* _Work required_
Check each line of the records below and collect those holding "Glenview".

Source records
---------------
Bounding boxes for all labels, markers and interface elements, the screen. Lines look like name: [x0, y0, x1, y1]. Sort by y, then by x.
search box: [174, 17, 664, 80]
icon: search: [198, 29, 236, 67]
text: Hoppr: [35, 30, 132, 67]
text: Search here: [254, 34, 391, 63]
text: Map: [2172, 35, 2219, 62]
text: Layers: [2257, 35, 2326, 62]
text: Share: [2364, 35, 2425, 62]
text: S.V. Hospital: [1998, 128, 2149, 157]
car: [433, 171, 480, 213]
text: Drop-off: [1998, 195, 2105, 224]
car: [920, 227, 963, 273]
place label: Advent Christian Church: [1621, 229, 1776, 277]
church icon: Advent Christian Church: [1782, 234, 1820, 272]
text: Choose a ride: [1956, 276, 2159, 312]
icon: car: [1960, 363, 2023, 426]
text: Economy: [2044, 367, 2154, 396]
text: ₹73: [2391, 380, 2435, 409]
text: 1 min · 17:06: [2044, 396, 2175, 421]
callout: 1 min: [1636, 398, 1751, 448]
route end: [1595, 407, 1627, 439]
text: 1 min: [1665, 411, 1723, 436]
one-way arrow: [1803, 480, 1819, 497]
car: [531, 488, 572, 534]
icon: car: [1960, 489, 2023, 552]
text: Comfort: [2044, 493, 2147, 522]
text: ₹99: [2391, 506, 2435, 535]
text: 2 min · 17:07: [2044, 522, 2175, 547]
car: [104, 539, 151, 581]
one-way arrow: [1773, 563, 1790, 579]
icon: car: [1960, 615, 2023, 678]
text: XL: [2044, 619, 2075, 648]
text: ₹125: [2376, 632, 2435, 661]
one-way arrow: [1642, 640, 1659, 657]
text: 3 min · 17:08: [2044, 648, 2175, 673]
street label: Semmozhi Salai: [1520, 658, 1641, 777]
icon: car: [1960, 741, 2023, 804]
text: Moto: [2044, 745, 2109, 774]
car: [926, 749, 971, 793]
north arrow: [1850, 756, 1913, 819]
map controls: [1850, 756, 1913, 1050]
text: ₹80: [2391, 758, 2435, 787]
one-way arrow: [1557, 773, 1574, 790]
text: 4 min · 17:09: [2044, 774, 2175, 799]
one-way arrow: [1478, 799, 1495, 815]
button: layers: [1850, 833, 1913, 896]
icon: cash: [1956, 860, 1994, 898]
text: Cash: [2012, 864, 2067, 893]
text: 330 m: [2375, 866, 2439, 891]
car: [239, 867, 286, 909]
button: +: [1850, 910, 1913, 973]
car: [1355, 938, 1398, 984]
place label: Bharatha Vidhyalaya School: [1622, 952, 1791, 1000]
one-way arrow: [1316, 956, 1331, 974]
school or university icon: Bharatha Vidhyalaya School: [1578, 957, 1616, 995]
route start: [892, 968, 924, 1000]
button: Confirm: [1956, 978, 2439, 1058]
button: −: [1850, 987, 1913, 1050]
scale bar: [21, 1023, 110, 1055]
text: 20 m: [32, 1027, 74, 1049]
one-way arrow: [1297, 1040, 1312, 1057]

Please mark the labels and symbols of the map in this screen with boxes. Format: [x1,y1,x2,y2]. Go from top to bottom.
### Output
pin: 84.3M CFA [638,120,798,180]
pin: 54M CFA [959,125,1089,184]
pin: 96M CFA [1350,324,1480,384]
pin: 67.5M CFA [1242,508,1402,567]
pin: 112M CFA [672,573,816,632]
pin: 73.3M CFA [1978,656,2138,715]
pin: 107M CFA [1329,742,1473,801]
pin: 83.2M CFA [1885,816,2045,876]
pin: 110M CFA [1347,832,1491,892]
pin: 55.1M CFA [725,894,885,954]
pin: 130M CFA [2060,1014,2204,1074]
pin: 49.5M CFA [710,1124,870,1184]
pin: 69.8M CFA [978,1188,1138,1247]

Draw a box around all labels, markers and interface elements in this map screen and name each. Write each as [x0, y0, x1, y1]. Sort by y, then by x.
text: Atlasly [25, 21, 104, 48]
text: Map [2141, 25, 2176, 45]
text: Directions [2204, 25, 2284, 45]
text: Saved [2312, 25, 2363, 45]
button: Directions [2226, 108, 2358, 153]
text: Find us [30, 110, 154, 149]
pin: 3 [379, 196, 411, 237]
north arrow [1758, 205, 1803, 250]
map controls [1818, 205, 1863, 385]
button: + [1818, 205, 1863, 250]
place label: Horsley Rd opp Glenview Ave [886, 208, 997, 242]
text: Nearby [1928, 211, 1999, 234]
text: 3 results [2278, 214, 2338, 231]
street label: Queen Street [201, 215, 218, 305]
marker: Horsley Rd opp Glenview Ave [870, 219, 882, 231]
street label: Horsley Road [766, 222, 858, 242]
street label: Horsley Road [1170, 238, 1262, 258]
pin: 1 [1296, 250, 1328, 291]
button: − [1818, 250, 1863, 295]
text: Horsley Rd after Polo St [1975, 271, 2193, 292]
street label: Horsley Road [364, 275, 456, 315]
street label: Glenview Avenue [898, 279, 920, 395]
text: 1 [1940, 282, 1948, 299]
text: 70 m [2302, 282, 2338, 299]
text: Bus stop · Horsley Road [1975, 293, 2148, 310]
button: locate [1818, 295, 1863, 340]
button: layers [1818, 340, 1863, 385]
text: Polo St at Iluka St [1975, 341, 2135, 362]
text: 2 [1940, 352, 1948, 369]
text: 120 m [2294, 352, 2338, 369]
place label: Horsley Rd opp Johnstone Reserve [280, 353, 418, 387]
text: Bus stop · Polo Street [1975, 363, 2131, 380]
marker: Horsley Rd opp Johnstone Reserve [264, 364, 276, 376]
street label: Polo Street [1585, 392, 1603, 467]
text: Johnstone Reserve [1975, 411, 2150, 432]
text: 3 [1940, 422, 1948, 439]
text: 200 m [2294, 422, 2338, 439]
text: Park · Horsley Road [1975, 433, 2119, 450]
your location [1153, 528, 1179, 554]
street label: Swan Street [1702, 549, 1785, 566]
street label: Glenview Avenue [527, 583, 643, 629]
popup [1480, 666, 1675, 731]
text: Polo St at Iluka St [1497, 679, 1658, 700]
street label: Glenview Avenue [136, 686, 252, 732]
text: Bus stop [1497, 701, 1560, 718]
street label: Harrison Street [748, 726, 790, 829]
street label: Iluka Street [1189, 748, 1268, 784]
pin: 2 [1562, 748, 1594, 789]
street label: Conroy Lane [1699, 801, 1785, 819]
---------------
* _Result below_
place label: Horsley Rd opp Glenview Ave [886, 208, 997, 242]
marker: Horsley Rd opp Glenview Ave [870, 219, 882, 231]
street label: Glenview Avenue [898, 279, 920, 395]
street label: Glenview Avenue [527, 583, 643, 629]
street label: Glenview Avenue [136, 686, 252, 732]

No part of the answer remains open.